++++ SUPPLIED DATA ++++

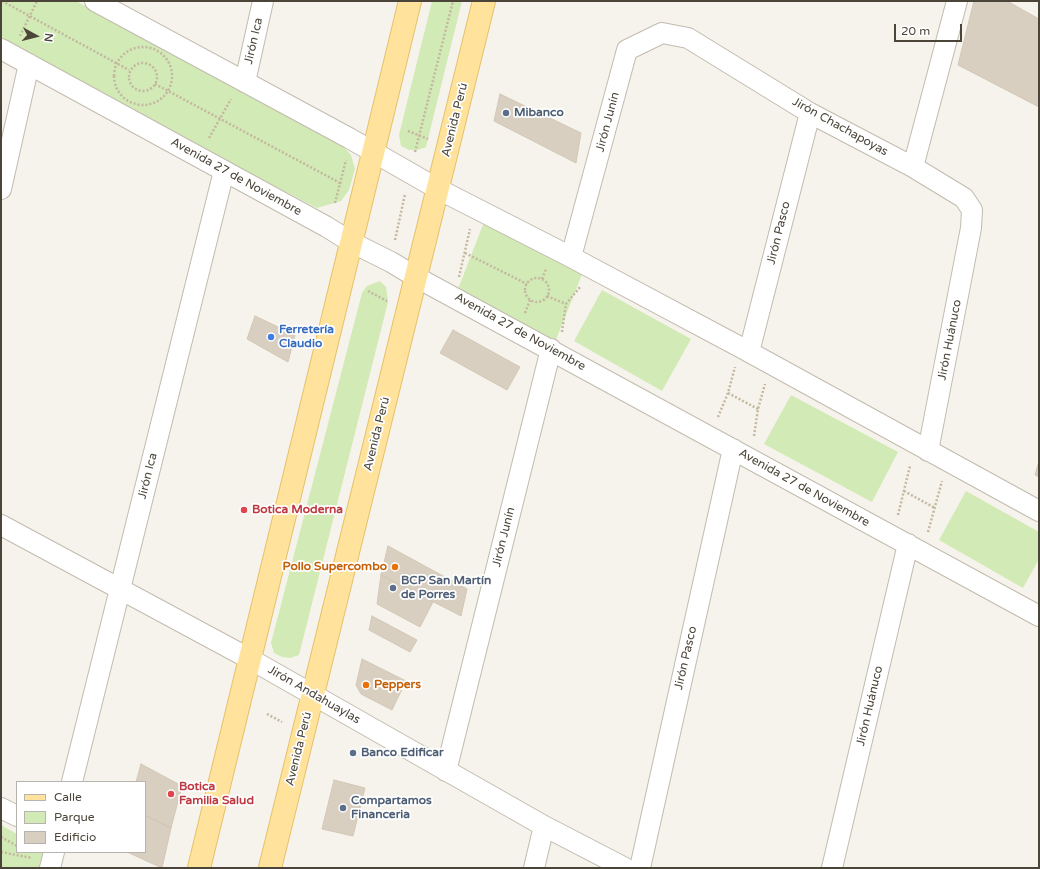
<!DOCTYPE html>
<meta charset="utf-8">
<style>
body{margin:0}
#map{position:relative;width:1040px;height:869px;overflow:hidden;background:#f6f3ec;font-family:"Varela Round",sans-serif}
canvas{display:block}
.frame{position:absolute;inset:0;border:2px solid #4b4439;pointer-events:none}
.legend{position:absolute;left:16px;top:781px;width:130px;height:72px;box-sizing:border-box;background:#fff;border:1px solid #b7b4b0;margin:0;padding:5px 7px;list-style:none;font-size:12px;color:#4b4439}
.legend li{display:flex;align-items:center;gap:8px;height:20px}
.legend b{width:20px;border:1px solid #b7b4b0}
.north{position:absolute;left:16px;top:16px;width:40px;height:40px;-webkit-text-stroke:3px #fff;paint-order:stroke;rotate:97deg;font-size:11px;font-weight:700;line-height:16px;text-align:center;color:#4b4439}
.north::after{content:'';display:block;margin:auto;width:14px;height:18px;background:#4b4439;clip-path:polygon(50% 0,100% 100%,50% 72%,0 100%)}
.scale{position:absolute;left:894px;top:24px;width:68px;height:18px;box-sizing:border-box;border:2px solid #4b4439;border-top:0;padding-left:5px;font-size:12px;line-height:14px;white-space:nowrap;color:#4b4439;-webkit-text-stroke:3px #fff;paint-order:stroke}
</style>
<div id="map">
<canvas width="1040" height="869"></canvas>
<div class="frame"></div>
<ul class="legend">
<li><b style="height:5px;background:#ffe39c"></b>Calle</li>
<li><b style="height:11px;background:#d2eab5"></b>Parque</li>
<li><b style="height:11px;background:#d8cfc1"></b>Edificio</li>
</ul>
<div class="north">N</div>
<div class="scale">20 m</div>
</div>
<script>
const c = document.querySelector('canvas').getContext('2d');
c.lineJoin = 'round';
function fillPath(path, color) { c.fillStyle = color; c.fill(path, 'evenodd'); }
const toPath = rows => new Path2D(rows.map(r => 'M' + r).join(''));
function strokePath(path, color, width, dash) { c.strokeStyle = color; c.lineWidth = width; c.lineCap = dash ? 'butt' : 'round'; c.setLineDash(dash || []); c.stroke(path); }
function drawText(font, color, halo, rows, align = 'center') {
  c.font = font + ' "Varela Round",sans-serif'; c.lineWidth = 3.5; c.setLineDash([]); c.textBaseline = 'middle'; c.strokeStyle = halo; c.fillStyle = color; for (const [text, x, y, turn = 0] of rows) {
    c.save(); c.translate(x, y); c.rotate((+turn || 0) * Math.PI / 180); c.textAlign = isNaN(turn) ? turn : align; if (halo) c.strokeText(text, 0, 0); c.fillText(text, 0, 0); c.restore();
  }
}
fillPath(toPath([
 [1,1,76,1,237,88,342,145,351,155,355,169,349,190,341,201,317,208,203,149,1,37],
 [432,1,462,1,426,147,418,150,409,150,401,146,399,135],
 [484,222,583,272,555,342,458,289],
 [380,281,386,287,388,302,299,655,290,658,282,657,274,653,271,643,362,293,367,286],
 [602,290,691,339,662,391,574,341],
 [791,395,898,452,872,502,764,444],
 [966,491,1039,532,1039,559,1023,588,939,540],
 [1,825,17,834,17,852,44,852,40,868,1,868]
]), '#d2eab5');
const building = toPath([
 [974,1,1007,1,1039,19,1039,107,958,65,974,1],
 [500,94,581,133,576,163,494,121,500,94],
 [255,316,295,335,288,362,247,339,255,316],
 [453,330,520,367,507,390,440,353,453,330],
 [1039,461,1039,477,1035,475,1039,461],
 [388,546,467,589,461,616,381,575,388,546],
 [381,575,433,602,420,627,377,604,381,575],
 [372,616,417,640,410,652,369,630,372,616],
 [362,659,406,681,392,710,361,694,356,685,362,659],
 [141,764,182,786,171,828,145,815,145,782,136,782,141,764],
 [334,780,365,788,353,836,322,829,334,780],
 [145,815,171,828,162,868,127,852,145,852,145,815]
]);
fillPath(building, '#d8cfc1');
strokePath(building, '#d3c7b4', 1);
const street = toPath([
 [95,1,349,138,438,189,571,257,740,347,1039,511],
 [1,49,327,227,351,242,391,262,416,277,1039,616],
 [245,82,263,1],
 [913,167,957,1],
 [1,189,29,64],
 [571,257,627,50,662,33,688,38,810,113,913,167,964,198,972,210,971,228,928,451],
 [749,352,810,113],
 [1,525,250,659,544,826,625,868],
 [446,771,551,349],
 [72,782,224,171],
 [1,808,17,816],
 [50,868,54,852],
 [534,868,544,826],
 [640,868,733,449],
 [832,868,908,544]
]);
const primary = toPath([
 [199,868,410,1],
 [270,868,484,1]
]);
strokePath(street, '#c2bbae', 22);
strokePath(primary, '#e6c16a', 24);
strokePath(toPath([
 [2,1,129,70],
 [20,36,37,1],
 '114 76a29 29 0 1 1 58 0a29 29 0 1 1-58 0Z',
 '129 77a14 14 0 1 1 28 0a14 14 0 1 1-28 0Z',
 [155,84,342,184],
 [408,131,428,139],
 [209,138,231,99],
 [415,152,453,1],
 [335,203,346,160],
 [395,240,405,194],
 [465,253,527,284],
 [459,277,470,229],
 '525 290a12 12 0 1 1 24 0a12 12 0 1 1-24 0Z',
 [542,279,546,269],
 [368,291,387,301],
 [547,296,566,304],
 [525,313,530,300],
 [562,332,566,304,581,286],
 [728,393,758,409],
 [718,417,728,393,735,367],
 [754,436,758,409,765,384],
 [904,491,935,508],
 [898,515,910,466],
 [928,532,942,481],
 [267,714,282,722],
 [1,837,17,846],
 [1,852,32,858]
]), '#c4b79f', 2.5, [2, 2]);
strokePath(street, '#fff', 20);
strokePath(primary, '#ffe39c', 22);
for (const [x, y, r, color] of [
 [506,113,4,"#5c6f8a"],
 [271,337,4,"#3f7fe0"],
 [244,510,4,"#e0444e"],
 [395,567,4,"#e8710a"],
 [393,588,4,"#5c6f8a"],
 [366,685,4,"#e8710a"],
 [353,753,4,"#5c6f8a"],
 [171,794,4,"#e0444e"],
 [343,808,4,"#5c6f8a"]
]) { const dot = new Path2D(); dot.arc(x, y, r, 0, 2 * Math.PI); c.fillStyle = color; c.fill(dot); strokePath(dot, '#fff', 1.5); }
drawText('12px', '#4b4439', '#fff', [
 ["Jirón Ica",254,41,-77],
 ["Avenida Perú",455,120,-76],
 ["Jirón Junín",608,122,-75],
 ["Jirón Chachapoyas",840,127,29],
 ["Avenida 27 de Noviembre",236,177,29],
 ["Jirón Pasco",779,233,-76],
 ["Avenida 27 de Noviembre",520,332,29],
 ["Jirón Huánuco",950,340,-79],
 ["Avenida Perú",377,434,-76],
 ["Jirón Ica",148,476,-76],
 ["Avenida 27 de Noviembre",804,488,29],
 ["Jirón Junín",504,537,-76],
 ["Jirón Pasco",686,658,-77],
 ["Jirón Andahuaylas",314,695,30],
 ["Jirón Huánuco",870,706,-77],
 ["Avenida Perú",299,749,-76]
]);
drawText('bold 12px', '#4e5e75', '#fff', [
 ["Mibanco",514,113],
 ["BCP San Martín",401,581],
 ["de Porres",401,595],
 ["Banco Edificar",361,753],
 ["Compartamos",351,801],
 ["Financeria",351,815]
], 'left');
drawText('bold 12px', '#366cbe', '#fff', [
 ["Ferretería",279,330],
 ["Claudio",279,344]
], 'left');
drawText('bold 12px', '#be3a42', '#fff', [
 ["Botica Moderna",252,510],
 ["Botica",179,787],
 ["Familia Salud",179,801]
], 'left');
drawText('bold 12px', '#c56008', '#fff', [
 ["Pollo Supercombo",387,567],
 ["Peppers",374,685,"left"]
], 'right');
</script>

++++

* _EXERCISE DESCRIPTION_
For every line of the data above that contains "rows", copy that line.

* _REPLY TO THE EXERCISE_
const toPath = rows => new Path2D(rows.map(r => 'M' + r).join(''));
function drawText(font, color, halo, rows, align = 'center') {
  c.font = font + ' "Varela Round",sans-serif'; c.lineWidth = 3.5; c.setLineDash([]); c.textBaseline = 'middle'; c.strokeStyle = halo; c.fillStyle = color; for (const [text, x, y, turn = 0] of rows) {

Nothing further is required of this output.